Work order → Scan the records below for the string "兎川寺鎌田線" and return every line where it appears.

Records supplied →
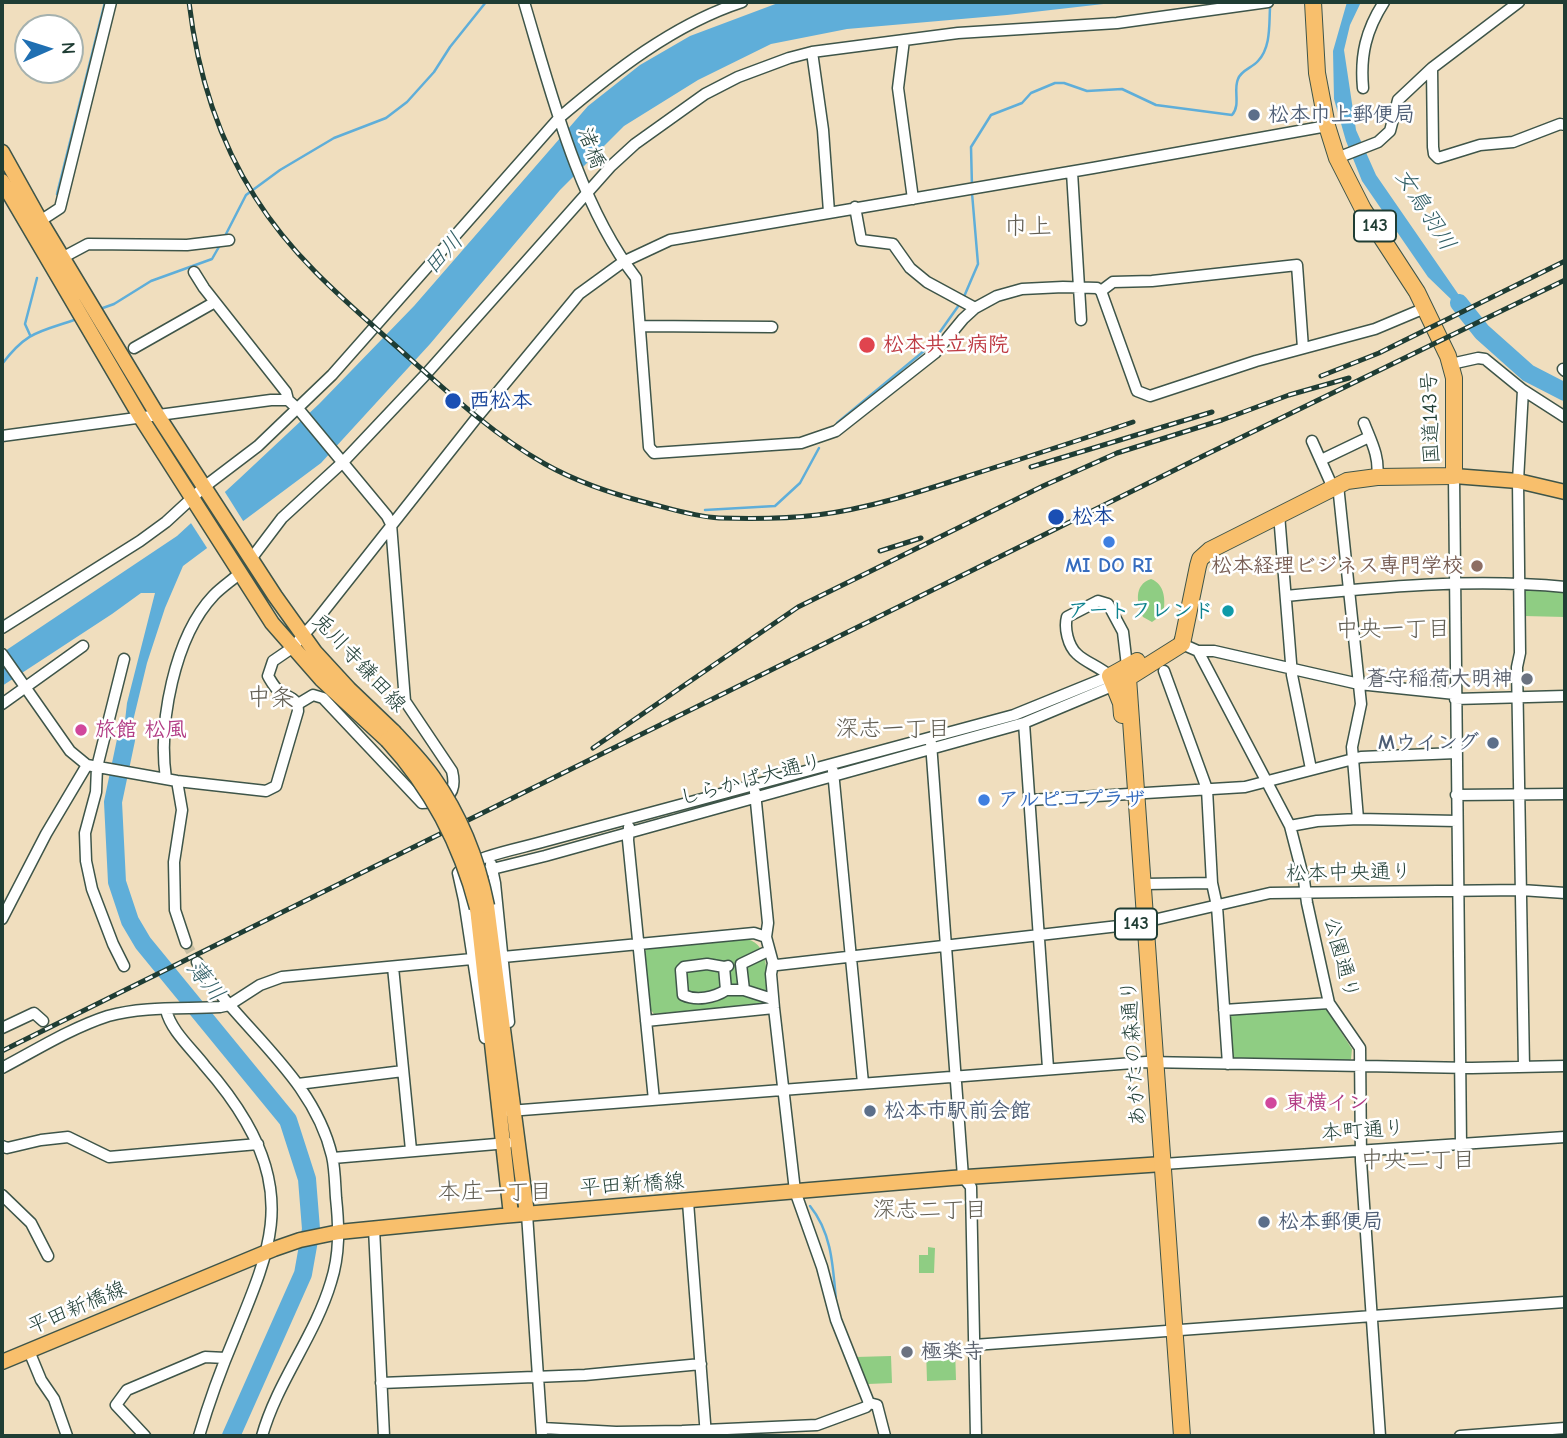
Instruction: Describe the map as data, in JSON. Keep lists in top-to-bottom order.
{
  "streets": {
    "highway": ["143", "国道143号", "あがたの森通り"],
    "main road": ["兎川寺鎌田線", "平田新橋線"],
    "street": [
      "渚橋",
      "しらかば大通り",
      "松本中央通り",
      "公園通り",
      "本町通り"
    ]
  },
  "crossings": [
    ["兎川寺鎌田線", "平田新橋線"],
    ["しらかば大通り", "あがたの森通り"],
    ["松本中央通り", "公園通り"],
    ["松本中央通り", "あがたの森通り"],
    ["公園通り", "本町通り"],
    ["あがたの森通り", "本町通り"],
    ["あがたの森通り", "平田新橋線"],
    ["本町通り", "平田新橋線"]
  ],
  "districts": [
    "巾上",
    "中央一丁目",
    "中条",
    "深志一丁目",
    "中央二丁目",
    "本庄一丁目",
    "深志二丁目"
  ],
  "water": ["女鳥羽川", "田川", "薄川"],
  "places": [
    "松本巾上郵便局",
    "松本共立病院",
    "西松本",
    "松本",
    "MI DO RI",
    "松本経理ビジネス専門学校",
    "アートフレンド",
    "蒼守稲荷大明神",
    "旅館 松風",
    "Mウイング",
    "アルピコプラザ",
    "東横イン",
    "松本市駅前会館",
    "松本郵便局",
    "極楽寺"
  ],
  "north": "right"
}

Expected output →
    "main road": ["兎川寺鎌田線", "平田新橋線"],
    ["兎川寺鎌田線", "平田新橋線"],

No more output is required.